- _DATA PROVIDED_
────────────────────────────────────────
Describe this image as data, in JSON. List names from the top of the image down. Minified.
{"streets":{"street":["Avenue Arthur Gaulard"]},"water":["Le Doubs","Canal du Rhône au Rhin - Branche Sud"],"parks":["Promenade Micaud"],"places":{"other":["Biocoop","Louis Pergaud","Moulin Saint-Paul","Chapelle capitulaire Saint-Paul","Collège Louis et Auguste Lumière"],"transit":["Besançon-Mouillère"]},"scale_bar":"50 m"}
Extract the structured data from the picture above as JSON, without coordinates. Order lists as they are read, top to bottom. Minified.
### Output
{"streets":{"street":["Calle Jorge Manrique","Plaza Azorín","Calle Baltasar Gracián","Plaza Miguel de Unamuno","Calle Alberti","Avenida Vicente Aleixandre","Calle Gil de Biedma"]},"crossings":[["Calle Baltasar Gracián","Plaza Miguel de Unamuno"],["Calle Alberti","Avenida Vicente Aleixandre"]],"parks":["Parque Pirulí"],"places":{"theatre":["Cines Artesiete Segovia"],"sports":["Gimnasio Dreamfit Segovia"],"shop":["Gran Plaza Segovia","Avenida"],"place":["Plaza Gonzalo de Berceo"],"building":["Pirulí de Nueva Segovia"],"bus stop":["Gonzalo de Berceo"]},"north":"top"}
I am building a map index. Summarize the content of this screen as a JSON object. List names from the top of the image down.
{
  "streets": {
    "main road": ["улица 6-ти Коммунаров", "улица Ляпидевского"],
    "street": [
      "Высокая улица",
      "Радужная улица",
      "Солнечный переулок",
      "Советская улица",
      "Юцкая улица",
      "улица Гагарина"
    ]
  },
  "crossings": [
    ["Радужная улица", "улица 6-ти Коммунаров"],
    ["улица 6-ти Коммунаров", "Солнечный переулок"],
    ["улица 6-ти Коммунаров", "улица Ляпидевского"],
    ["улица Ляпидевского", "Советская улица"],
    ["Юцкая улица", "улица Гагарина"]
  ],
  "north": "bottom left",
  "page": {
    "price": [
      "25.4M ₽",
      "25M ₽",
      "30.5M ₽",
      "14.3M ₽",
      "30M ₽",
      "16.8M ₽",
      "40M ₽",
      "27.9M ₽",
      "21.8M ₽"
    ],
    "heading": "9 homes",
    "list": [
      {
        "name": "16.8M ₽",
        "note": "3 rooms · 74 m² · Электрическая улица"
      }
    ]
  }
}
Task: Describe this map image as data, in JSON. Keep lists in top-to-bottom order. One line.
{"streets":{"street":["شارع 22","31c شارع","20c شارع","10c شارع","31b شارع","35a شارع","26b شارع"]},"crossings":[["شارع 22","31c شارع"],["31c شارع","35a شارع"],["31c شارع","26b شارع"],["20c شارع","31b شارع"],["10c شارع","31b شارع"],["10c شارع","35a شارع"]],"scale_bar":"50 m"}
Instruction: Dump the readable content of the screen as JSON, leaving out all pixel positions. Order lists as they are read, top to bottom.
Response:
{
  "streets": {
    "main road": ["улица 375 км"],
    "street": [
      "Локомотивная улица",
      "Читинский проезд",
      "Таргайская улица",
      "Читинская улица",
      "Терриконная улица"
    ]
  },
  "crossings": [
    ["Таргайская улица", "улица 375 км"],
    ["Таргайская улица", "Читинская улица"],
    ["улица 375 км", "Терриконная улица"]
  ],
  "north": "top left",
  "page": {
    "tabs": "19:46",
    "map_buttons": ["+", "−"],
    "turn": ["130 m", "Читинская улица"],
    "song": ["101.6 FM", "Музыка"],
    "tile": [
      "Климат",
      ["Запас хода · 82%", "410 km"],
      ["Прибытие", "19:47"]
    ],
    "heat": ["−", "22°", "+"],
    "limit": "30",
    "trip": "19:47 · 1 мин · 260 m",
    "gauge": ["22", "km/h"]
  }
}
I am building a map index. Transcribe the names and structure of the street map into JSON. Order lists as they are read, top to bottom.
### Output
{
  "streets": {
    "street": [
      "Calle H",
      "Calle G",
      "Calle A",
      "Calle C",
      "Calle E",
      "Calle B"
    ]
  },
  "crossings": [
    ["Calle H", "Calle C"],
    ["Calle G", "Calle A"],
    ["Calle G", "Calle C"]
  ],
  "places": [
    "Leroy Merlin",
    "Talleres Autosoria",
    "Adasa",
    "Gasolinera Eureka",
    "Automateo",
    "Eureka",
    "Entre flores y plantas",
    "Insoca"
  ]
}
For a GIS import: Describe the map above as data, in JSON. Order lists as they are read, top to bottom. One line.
────────────────────────────────────────
- _WORK ITEM_
Please write out the entries exactly, keeping every line intact.

- _TASK RESULT_
Describe this image as data, in JSON. List names from the top of the image down. Minified.
{"streets":{"street":["Avenue Arthur Gaulard"]},"water":["Le Doubs","Canal du Rhône au Rhin - Branche Sud"],"parks":["Promenade Micaud"],"places":{"other":["Biocoop","Louis Pergaud","Moulin Saint-Paul","Chapelle capitulaire Saint-Paul","Collège Louis et Auguste Lumière"],"transit":["Besançon-Mouillère"]},"scale_bar":"50 m"}
Extract the structured data from the picture above as JSON, without coordinates. Order lists as they are read, top to bottom. Minified.
### Output
{"streets":{"street":["Calle Jorge Manrique","Plaza Azorín","Calle Baltasar Gracián","Plaza Miguel de Unamuno","Calle Alberti","Avenida Vicente Aleixandre","Calle Gil de Biedma"]},"crossings":[["Calle Baltasar Gracián","Plaza Miguel de Unamuno"],["Calle Alberti","Avenida Vicente Aleixandre"]],"parks":["Parque Pirulí"],"places":{"theatre":["Cines Artesiete Segovia"],"sports":["Gimnasio Dreamfit Segovia"],"shop":["Gran Plaza Segovia","Avenida"],"place":["Plaza Gonzalo de Berceo"],"building":["Pirulí de Nueva Segovia"],"bus stop":["Gonzalo de Berceo"]},"north":"top"}
I am building a map index. Summarize the content of this screen as a JSON object. List names from the top of the image down.
{
  "streets": {
    "main road": ["улица 6-ти Коммунаров", "улица Ляпидевского"],
    "street": [
      "Высокая улица",
      "Радужная улица",
      "Солнечный переулок",
      "Советская улица",
      "Юцкая улица",
      "улица Гагарина"
    ]
  },
  "crossings": [
    ["Радужная улица", "улица 6-ти Коммунаров"],
    ["улица 6-ти Коммунаров", "Солнечный переулок"],
    ["улица 6-ти Коммунаров", "улица Ляпидевского"],
    ["улица Ляпидевского", "Советская улица"],
    ["Юцкая улица", "улица Гагарина"]
  ],
  "north": "bottom left",
  "page": {
    "price": [
      "25.4M ₽",
      "25M ₽",
      "30.5M ₽",
      "14.3M ₽",
      "30M ₽",
      "16.8M ₽",
      "40M ₽",
      "27.9M ₽",
      "21.8M ₽"
    ],
    "heading": "9 homes",
    "list": [
      {
        "name": "16.8M ₽",
        "note": "3 rooms · 74 m² · Электрическая улица"
      }
    ]
  }
}
Task: Describe this map image as data, in JSON. Keep lists in top-to-bottom order. One line.
{"streets":{"street":["شارع 22","31c شارع","20c شارع","10c شارع","31b شارع","35a شارع","26b شارع"]},"crossings":[["شارع 22","31c شارع"],["31c شارع","35a شارع"],["31c شارع","26b شارع"],["20c شارع","31b شارع"],["10c شارع","31b شارع"],["10c شارع","35a شارع"]],"scale_bar":"50 m"}
Instruction: Dump the readable content of the screen as JSON, leaving out all pixel positions. Order lists as they are read, top to bottom.
Response:
{
  "streets": {
    "main road": ["улица 375 км"],
    "street": [
      "Локомотивная улица",
      "Читинский проезд",
      "Таргайская улица",
      "Читинская улица",
      "Терриконная улица"
    ]
  },
  "crossings": [
    ["Таргайская улица", "улица 375 км"],
    ["Таргайская улица", "Читинская улица"],
    ["улица 375 км", "Терриконная улица"]
  ],
  "north": "top left",
  "page": {
    "tabs": "19:46",
    "map_buttons": ["+", "−"],
    "turn": ["130 m", "Читинская улица"],
    "song": ["101.6 FM", "Музыка"],
    "tile": [
      "Климат",
      ["Запас хода · 82%", "410 km"],
      ["Прибытие", "19:47"]
    ],
    "heat": ["−", "22°", "+"],
    "limit": "30",
    "trip": "19:47 · 1 мин · 260 m",
    "gauge": ["22", "km/h"]
  }
}
I am building a map index. Transcribe the names and structure of the street map into JSON. Order lists as they are read, top to bottom.
### Output
{
  "streets": {
    "street": [
      "Calle H",
      "Calle G",
      "Calle A",
      "Calle C",
      "Calle E",
      "Calle B"
    ]
  },
  "crossings": [
    ["Calle H", "Calle C"],
    ["Calle G", "Calle A"],
    ["Calle G", "Calle C"]
  ],
  "places": [
    "Leroy Merlin",
    "Talleres Autosoria",
    "Adasa",
    "Gasolinera Eureka",
    "Automateo",
    "Eureka",
    "Entre flores y plantas",
    "Insoca"
  ]
}
For a GIS import: Describe the map above as data, in JSON. Order lists as they are read, top to bottom. One line.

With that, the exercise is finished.